EXERCISE REQUIREMENTS: Given the entries that follow, write out exactly the lines starting at the one containing "Input: one rendered map. Give" and ending at the one containing "Input: one rendered map. Transcribe", both ends included, and only those.

◇ ◇ ◇ ◇ ◇ ◇ ◇

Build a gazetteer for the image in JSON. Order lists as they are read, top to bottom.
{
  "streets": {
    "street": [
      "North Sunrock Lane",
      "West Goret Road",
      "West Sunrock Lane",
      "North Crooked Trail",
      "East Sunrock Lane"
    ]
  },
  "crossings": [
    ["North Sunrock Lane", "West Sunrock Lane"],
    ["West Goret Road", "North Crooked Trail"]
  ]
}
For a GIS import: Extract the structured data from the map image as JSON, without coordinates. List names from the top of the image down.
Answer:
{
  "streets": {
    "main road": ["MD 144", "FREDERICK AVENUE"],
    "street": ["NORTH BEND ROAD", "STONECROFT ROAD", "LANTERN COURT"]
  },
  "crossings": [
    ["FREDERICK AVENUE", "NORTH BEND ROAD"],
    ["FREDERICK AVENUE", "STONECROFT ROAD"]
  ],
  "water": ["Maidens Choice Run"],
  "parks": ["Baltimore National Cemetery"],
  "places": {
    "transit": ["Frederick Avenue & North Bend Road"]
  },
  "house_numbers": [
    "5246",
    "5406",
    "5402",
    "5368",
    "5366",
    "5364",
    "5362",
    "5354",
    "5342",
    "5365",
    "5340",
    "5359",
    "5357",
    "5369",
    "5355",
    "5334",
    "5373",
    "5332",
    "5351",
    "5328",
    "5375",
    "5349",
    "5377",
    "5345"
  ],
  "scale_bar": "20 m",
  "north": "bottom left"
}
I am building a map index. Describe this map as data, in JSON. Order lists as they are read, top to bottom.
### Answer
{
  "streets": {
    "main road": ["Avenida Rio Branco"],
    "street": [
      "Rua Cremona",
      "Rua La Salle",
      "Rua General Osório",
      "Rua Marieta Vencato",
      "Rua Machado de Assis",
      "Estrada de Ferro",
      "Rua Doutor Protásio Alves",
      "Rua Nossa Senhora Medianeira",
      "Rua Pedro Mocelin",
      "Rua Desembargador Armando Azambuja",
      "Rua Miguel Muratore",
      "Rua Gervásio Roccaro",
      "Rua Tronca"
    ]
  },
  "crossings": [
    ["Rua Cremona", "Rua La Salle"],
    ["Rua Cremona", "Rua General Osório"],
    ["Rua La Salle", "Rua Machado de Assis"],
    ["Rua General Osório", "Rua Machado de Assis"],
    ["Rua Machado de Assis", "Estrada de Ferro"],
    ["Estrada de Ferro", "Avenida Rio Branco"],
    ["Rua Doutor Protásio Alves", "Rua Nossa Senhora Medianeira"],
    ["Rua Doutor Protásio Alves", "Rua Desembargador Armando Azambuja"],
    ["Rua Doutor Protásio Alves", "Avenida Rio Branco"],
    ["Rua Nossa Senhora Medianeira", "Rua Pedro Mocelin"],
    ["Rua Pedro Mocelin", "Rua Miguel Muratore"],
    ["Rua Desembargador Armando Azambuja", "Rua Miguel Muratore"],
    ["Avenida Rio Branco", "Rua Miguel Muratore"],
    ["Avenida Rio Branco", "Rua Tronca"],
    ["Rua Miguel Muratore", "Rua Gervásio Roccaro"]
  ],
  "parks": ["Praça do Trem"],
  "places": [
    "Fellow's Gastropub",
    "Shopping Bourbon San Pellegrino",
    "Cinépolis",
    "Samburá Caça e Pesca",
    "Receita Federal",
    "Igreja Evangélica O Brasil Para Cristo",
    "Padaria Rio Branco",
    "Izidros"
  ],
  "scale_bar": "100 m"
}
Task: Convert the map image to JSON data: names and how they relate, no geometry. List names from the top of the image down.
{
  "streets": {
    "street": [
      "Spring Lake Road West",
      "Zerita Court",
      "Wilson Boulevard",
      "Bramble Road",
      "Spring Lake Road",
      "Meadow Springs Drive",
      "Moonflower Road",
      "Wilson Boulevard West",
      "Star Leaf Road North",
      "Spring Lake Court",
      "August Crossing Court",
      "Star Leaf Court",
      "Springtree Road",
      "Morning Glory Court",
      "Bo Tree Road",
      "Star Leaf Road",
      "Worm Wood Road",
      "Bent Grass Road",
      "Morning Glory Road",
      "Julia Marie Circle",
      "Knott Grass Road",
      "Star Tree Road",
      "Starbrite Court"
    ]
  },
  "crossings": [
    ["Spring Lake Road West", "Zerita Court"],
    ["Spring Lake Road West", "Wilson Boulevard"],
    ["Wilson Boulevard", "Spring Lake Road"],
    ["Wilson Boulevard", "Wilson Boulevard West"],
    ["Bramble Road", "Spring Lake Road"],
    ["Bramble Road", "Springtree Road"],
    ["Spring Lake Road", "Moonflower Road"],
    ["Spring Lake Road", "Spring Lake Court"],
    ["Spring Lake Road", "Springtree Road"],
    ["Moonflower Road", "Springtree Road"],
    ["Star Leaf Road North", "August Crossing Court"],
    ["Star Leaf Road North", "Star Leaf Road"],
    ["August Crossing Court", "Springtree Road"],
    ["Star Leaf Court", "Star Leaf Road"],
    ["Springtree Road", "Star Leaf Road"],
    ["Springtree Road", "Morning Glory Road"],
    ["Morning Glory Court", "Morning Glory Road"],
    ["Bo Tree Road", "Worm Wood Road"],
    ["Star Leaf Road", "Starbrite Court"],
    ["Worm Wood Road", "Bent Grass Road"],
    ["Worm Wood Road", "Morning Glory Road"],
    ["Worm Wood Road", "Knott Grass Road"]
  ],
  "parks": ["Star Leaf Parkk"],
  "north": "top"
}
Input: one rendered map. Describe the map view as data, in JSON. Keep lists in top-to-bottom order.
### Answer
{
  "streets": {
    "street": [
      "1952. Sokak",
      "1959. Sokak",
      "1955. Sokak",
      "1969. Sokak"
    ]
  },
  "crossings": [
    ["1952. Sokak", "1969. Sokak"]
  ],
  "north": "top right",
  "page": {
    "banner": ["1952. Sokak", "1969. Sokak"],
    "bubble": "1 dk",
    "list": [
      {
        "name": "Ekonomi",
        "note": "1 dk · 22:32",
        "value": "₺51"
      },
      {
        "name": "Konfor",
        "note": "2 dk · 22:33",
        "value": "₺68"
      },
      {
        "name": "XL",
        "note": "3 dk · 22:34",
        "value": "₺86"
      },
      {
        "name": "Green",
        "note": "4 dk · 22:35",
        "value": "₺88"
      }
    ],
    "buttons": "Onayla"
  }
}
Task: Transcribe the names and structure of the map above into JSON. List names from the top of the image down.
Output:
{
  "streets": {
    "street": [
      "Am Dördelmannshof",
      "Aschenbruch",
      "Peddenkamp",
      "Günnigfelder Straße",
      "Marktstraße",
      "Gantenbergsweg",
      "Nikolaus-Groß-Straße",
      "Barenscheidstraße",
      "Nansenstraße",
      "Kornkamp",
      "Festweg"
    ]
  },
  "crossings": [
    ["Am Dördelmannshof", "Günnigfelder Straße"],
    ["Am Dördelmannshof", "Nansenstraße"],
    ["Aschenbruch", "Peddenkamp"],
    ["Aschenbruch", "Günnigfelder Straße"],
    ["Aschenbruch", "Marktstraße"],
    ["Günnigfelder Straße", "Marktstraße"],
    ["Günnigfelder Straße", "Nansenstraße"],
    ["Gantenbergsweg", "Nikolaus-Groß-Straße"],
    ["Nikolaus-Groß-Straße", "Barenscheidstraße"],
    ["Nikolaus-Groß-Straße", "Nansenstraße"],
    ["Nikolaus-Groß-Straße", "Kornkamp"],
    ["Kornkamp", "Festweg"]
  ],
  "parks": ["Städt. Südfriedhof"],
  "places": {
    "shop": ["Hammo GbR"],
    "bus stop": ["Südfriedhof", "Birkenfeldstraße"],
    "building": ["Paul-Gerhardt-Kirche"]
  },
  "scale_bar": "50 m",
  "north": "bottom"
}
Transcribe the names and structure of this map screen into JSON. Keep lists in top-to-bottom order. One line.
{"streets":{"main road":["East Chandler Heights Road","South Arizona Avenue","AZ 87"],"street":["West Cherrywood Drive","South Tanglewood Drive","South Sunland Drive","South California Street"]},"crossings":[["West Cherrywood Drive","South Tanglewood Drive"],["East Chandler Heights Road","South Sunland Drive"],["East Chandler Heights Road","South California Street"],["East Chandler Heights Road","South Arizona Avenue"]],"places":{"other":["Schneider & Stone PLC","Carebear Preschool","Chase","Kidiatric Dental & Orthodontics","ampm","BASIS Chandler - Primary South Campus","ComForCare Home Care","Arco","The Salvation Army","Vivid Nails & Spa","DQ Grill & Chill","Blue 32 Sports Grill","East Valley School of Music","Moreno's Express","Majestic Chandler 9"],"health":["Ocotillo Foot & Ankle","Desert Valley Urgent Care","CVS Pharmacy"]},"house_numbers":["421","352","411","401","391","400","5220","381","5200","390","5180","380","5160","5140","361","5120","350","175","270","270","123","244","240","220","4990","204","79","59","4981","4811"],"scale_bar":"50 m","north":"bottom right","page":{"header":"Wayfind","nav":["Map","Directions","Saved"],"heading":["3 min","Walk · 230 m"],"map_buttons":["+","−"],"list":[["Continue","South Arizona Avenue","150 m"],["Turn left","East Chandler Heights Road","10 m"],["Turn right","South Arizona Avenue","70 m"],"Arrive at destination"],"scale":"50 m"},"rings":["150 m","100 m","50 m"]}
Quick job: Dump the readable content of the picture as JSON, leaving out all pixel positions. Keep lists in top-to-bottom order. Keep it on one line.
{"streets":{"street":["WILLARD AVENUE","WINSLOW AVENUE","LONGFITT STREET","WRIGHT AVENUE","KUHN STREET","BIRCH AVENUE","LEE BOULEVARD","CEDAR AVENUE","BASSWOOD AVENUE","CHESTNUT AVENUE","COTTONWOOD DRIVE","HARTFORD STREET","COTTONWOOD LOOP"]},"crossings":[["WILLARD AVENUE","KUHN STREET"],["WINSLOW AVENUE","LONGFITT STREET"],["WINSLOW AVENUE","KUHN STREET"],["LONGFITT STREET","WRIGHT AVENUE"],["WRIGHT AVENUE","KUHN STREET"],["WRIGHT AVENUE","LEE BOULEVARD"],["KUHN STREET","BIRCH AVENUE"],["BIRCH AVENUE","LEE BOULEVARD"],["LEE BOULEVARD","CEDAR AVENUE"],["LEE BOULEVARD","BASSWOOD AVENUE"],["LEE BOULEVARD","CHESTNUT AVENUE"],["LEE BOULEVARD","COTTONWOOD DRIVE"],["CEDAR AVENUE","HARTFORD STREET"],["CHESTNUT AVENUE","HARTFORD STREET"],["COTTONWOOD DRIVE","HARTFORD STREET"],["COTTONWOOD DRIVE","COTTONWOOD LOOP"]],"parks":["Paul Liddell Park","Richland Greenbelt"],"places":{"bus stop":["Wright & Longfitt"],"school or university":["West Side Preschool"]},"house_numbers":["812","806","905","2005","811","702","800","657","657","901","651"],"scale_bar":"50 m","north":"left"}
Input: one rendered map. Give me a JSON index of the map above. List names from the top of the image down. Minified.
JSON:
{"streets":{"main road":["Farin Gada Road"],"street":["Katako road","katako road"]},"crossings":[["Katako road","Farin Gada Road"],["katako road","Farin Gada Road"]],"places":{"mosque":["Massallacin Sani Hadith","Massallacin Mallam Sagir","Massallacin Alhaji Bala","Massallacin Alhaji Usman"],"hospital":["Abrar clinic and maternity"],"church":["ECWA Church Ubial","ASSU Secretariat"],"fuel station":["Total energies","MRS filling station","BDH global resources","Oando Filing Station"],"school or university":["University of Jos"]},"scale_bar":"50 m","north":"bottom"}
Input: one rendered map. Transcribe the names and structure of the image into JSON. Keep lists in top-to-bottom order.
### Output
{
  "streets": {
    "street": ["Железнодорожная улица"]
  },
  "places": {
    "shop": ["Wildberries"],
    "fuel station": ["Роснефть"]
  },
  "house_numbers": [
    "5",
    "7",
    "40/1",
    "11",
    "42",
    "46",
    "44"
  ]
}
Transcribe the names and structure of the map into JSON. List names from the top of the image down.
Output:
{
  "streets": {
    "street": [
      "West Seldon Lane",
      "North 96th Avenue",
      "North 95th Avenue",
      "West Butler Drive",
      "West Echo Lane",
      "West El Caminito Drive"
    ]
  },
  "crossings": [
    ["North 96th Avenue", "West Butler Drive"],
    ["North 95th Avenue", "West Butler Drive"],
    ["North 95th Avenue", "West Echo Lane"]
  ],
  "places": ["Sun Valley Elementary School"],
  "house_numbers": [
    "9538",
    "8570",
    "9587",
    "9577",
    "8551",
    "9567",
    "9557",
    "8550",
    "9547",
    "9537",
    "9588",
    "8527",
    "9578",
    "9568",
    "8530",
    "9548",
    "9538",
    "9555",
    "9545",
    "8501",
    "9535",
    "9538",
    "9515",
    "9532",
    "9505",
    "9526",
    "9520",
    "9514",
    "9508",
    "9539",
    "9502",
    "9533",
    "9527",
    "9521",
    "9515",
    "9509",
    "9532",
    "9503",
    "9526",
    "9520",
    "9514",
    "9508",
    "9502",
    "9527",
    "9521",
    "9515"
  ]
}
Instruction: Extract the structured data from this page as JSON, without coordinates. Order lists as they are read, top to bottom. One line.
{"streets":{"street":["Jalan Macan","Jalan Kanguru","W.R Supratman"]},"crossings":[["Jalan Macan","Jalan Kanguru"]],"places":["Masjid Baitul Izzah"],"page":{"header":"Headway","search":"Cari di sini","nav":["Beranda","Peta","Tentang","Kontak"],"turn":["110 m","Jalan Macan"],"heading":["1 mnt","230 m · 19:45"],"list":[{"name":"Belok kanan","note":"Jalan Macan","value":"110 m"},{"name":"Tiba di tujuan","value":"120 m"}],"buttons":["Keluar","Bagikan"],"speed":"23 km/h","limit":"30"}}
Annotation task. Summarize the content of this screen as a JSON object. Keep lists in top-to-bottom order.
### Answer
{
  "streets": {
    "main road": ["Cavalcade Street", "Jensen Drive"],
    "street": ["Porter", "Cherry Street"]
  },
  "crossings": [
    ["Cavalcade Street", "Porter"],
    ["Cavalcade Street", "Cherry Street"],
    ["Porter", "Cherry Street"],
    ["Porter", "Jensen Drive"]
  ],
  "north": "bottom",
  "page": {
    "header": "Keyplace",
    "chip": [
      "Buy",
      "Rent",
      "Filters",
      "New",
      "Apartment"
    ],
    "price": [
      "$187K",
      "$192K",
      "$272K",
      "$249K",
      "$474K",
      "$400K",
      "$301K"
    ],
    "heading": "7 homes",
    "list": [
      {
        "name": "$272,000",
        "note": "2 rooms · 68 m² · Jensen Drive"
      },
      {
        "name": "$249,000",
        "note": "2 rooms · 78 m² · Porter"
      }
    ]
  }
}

◇ ◇ ◇ ◇ ◇ ◇ ◇

SOLUTION TO THE EXERCISE:
Input: one rendered map. Give me a JSON index of the map above. List names from the top of the image down. Minified.
JSON:
{"streets":{"main road":["Farin Gada Road"],"street":["Katako road","katako road"]},"crossings":[["Katako road","Farin Gada Road"],["katako road","Farin Gada Road"]],"places":{"mosque":["Massallacin Sani Hadith","Massallacin Mallam Sagir","Massallacin Alhaji Bala","Massallacin Alhaji Usman"],"hospital":["Abrar clinic and maternity"],"church":["ECWA Church Ubial","ASSU Secretariat"],"fuel station":["Total energies","MRS filling station","BDH global resources","Oando Filing Station"],"school or university":["University of Jos"]},"scale_bar":"50 m","north":"bottom"}
Input: one rendered map. Transcribe the names and structure of the image into JSON. Keep lists in top-to-bottom order.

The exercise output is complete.